Bilan de la deuxième édition de la Foire aux Rosés qui a accueilli près de 800 visiteurs samedi 6 juillet sur les quais de Bordeaux : de la fraîcheur, des parties de pétanque et des découvertes à déguster en toute convivialité parmi les 47 propriétés présentes.

Rosés de Provence et de Corse, de Bordeaux, de Champagne, de Languedoc et du Sud-Ouest : dès l’entrée dans le Hangar 14, à Bordeaux, la Foire aux Rosés offre aux visiteurs une vague de fraîcheur bienvenue sous un soleil estival. Verre à la main, vous voici à la recherche d’une valeur sûre ou d’un coup de cœur pour l’été, et pourquoi pas pour toute l’année.
C’est la force de cette deuxième édition de la Foire aux Rosés : réunir 47 propriétés avec la plus grande diversité possible. « Tout le monde a joué le jeu, se réjouit Jérôme Plantey, fondateur de CashVin. Nous avons quelques-uns des meilleurs rapports qualité-prix à moins de 5 euros jusqu’aux têtes de cuvée ».
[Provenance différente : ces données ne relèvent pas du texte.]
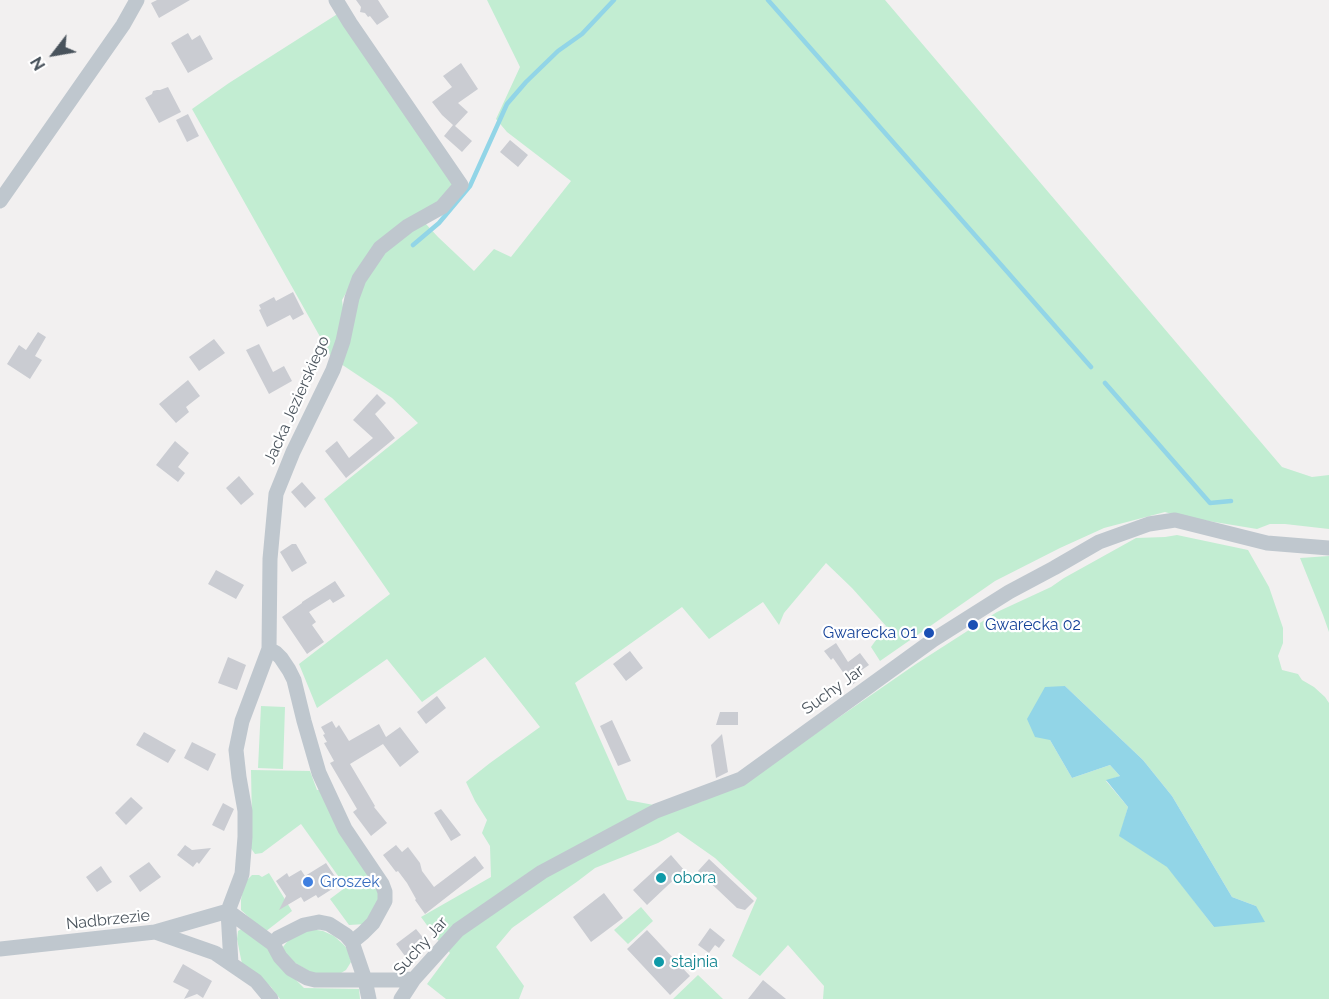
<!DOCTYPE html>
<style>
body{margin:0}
#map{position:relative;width:1329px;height:999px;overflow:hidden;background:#f2f0f0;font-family:Raleway,sans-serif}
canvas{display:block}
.north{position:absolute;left:24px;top:24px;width:60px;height:60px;-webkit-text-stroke:4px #fff;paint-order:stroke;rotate:239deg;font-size:16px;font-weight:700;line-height:24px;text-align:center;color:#49535c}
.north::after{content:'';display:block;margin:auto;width:21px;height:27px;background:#49535c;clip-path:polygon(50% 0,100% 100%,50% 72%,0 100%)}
</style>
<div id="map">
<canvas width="1329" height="999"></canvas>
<div class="north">N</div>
</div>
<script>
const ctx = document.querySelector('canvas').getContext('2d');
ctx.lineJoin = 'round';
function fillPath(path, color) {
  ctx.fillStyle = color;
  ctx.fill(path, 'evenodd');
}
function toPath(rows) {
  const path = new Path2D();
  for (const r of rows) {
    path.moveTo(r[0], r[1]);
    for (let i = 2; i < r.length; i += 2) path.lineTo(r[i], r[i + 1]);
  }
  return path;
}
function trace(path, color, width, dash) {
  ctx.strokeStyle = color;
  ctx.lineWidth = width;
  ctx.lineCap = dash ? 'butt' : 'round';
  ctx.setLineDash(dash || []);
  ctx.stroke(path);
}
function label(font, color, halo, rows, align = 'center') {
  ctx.font = font + ' Raleway,sans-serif';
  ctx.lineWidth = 4.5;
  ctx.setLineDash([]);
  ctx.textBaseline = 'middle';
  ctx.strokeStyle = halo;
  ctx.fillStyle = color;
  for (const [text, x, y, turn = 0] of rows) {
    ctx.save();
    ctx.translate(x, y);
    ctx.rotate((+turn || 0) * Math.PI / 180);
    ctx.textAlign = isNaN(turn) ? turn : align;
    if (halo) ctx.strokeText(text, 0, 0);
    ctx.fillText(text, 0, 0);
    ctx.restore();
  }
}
const green = toPath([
 [487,0,885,0,1282,467,1312,477,1329,475,1329,529,1285,524,1270,524,1257,529,1178,516,1165,512,1104,528,1060,548,995,581,880,661,871,647,886,626,852,588,826,563,784,613,779,625,763,602,709,639,682,607,575,683,627,800,654,805,670,806,701,802,727,788,754,776,916,664,997,612,1051,587,1064,578,1136,538,1165,537,1177,535,1248,550,1269,587,1283,628,1283,643,1278,656,1282,670,1298,674,1302,680,1314,687,1325,697,1329,703,1329,999,823,999,824,986,788,945,760,976,732,956,757,898,715,858,678,832,658,843,595,868,578,881,512,928,496,947,524,986,519,999,446,999,427,984,450,953,437,939,421,917,491,877,490,846,482,833,487,820,475,801,466,782,490,763,540,727,485,657,422,702,387,659,317,708,299,664,390,594,324,499,418,423,392,398,332,358,192,109,229,83,339,13,457,183,439,202,370,251,342,300,344,315,365,277,383,251,425,223,438,237,474,271,494,249,511,257,571,181,507,132,496,119,520,67],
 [1065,686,1143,760,1172,796,1232,897,1256,906,1214,927,1168,867,1120,836,1128,807,1106,781,1120,776,1110,765,1072,778,1050,740],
 [1329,556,1329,632,1323,615,1300,558],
 [261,706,285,707,283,769,258,768],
 [251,770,310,771,317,790,322,790,380,889,379,905,366,924,349,925,330,899,346,887,301,824,262,853,255,854,250,847,252,821],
 [269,873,292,911,265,932,241,910,241,900,243,888,247,880,252,875,259,875,262,877],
 [641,907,653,921,628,944,614,930],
 [243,928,264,943,284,968,304,988,359,989,360,999,280,999,271,987,249,968,242,964,237,939,238,931],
 [311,929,323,931,334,936,344,945,348,950,351,962,346,970,341,973,315,975,287,958,283,947,290,938],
 [698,975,723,999,673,999]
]);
const water = toPath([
 [1065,686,1143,760,1172,796,1232,897,1256,906,1265,922,1214,927,1167,867,1119,836,1128,807,1106,780,1120,776,1110,765,1072,778,1050,740,1035,737,1027,719,1045,687]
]);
const stream = toPath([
 [768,0,1091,367],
 [413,245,439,223,470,186,507,104,526,82,558,51,582,34,614,0],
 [1105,383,1210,503,1231,501]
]);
const building = toPath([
 [157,0,190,0,159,18,151,3],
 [356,0,378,0,389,17,377,25,370,16,368,17,365,13,360,12,361,7],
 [188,33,192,40,200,35,213,59,188,73,171,43],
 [461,63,478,89,458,103,468,112,455,126,472,141,462,152,444,136,453,125,442,115,432,102,452,87,443,76],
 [168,87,181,112,159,123,145,98,152,94,153,91,157,90,160,90],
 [188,114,199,136,187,142,176,120],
 [510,140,528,155,518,167,500,152],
 [293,292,304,314,293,320,290,315,267,327,259,310,261,309,259,305,274,297,276,301],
 [38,332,46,337,35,356,42,360,30,379,7,364,19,345,26,350],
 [214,339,225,353,199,371,189,357],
 [259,344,273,372,284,366,292,381,269,394,246,350],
 [188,380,200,396,186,407,189,412,176,423,159,404],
 [377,394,386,403,375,414,395,438,346,478,325,451,337,441,349,458,373,438,353,420],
 [175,441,189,453,178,467,185,473,178,482,156,465],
 [239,476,254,494,241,505,226,488],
 [302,482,316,498,305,508,291,492],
 [292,544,296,544,307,563,292,572,280,552],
 [216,570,244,585,236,599,208,584],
 [335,581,345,596,333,603,330,599,309,612,316,622,312,625,324,642,307,654,282,617,302,603,302,602],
 [836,643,848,662,860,653,869,665,856,674,860,679,852,685,833,658,831,660,824,651],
 [630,651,643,668,626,681,613,664],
 [228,657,246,665,237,690,218,683],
 [437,696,446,708,426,724,417,712],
 [720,712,738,712,738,725,716,725],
 [612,720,631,761,618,766,600,726],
 [332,721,336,728,339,725,349,741,379,724,386,737,400,727,419,752,400,767,383,744,350,764,375,806,374,807,387,823,371,836,353,812,357,809,330,763,334,761,324,743,327,742,323,735,325,734,321,727],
 [144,732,176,750,168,763,136,745],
 [722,734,728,772,716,778,711,745],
 [192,742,216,754,208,771,184,758],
 [131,797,143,808,126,825,115,813],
 [223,803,234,809,224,831,212,825],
 [441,809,461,835,451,841,434,813],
 [185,845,192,850,211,848,199,864,197,862,193,867,177,855],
 [396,845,402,852,408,847,420,863,422,871,434,887,475,856,484,868,425,914,415,900,416,899,407,883,398,871,396,872,383,855],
 [671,855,684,870,647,905,633,890],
 [709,859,754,901,745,910,737,908,698,871],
 [149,862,161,877,140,892,129,876],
 [326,863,340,884,318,898,316,895,304,902,301,897,279,910,286,896,276,881,287,873,289,877,301,870,305,876],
 [101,866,112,882,97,892,86,877],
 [604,893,623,918,591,942,573,917],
 [710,928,725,940,719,948,715,945,709,953,698,945],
 [416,929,425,940,405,956,396,944],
 [647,930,690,976,670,995,627,949],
 [183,964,212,981,203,998,197,994,184,999,189,990,173,982],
 [763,980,786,999,748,999]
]);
const minor = toPath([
 [0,201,123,25,137,0],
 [269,649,276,653,281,658,289,670,294,680,304,721,319,773,345,829,382,884,385,892,385,901,373,923,363,933,352,942],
 [155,932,228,911,273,944,278,938,304,925,319,922,329,924,346,935,352,942,365,980,369,999],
 [273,944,280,957,291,969,307,978,315,980,397,980,414,979],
 [0,949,155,932,215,953,256,981,271,999],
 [231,964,228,911,242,874,245,837,245,811,239,777,236,750,242,721,269,649,270,559,276,494,293,452,333,370,343,341,352,298,359,279,380,248,408,226,442,207,461,185,350,23,336,0],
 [401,999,414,979,458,930,542,872,656,811,741,779,933,640,1009,592,1054,568,1099,542,1149,524,1175,520,1267,543,1329,548]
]);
const markers = [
 [973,625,6,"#1a4fb4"],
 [929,633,6,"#1a4fb4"],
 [661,878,6,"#0f9aa8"],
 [308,882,6,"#3f7fe0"],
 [659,962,6,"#0f9aa8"]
];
const streetNames = [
 ["Jacka Jezierskiego",297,400,-66],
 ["Suchy Jar",833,690,-36],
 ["Nadbrzezie",108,920,-6],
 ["Suchy Jar",421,946,-48]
];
const transitNames = [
 ["Gwarecka 02",985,625],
 ["Gwarecka 01",917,633,"right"]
];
const cultureNames = [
 ["obora",673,878],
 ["stajnia",671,962]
];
const shopNames = [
 ["Groszek",320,882]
];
fillPath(green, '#c2edd2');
fillPath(water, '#92d5e7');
trace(stream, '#92d5e7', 4.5);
fillPath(building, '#caccd2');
trace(minor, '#bfc7ce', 15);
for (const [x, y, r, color] of markers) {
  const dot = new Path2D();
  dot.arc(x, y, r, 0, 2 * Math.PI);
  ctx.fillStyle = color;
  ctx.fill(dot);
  trace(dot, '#fff', 2);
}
label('16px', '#49535c', '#fff', streetNames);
label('16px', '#164399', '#fff', transitNames, 'left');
label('16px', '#0d838f', '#fff', cultureNames, 'left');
label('16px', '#366cbe', '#fff', shopNames, 'left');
</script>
Petites pépites à découvrir

Organisée par Terre de Vins en partenariat avec Cash Vin, la Foire aux Rosés fait se côtoyer en toute convivialité références emblématiques et petites pépites. Sur place, les visiteurs ont la possibilité d’acheter leurs préférences dans une boutique éphémère.
La Provence est venue en force (Château Malherbe, Commanderie de Peyrassol ou encore Château Miraval – propriété de l’acteur Brad Pitt – en Côtes de Provence). Suit le Languedoc-Roussillon dont la production de rosé a bondi de 25% en deux ans en 2018. La Foire aux Rosés réunit aussi bien le Gris Blanc de Gérard Bertrand que la cuvée Signature créée en 2018 par le Domaine La Provenquière.
« Un véritable effort a été fait pour des découvertes de qualité. Nous sommes au milieu des grands mais nous y avons toute notre place », revendique-t-on au Château Pesquié, en appellation Ventoux, avec 40 000 bouteilles de rosés produites par an.

De beaux rosés à Bordeaux

D’un seau à glace à l’autre, la Foire aux Rosés est aussi l’occasion de goûter aux vins du Sud-Ouest et aux champagnes (Deutz, Ayala ou Champagne de Venoge). « Il est primordial pour nous de rencontrer le consommateur final », explique Denis Barse, chef de secteur Gironde pour la maison Thiénot. Le consommateur final en question s’exclame devant Jean Guyon : « Ça alors, vous faites aussi du rosé ? ». Parmi les Bordelais présents (Château Thieuley, vignobles Despagne, Château Couhins…), le propriétaire du Château Rollan de By, dans le Médoc, est venu lui-même défendre son premier rosé de pressée. « A nous de montrer que l’on peut faire de beaux rosés à Bordeaux ».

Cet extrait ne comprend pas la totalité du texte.